If I might add, what do you think costs are?
Do you think there’s a box you put cash into and it gives you iron ore back?
Nope, there’s a miner who gets paid to get it out of the ground. The miner uses a pickaxe which costs something, sure, but who do you think made the pickaxe? It was a worker somewhere who got paid to manufacture it.
Money doesn’t disappear, it goes into someone’s pocket eventually, either through wages or through corporate income.
If costs are going up it means that someone somewhere is getting richer, meaning he has more money to spend, meaning things get more expensive.

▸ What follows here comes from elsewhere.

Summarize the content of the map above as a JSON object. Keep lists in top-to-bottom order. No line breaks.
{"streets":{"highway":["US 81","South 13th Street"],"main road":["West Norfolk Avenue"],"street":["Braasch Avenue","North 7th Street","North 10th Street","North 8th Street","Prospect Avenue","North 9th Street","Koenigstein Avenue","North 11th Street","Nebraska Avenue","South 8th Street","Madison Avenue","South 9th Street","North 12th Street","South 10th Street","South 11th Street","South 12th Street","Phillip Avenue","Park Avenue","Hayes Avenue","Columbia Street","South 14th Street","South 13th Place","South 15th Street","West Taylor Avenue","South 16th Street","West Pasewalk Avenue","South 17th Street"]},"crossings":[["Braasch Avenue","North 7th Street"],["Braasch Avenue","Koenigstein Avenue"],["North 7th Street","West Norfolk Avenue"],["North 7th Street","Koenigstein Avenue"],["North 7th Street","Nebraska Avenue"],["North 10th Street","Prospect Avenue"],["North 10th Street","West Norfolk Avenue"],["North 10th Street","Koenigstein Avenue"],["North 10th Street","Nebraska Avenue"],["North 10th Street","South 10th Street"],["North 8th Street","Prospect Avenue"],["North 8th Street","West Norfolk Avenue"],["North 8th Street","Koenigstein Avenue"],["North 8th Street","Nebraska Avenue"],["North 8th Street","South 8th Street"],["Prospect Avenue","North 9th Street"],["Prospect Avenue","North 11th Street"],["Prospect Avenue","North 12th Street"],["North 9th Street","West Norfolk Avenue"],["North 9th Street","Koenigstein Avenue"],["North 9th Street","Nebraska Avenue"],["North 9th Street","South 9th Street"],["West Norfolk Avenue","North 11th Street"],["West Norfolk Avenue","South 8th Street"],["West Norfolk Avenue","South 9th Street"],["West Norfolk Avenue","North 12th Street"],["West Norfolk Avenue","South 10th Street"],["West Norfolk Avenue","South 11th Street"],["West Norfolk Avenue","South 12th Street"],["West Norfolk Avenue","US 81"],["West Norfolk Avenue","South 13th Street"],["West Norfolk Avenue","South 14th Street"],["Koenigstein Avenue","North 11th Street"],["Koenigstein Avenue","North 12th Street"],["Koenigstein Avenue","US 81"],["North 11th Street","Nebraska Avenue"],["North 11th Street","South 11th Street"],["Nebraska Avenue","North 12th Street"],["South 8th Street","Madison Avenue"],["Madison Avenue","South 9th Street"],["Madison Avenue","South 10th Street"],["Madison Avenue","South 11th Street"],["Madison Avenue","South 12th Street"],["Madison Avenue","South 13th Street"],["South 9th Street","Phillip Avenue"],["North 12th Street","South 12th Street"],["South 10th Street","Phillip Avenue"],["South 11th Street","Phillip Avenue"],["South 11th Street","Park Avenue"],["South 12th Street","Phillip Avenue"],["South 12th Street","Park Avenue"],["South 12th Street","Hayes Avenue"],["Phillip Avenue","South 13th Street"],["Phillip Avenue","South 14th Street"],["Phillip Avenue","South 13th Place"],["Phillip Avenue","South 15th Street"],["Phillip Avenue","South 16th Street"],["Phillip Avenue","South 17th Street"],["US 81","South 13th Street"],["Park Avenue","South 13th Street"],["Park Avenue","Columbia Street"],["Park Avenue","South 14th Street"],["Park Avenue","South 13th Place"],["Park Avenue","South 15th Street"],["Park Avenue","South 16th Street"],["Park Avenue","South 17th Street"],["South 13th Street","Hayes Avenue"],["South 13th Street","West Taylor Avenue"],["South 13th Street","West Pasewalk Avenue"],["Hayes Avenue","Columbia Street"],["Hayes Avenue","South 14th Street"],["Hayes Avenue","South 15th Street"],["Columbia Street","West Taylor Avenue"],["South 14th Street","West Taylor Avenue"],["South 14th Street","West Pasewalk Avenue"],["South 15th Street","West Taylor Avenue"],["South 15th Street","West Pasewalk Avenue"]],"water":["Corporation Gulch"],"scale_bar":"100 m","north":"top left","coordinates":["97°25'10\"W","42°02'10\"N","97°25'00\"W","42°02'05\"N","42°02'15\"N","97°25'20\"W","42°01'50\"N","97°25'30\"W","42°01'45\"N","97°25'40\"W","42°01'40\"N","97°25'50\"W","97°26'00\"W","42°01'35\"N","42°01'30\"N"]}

I am intentionally using a somewhat loose term; costs are uses of finite resources. This could be labor, or it could be a physical item, like the iron ore you say I think is retrieved by putting cash in a box. And I’ll pay you the same respect you’ve paid me by asking: do you think workers simply will iron ore into existence? Or make food, independent of the presence of fertile topsoil, water, and sunlight?
Yes, and the point is I want more of that money go into workers’ pockets through wages than into owner’s pockets through profits.
You literally just said that money doesn’t disappear. Someone is getting richer either way. She’ll have more money to spend regardless of if she’s an owner or a worker.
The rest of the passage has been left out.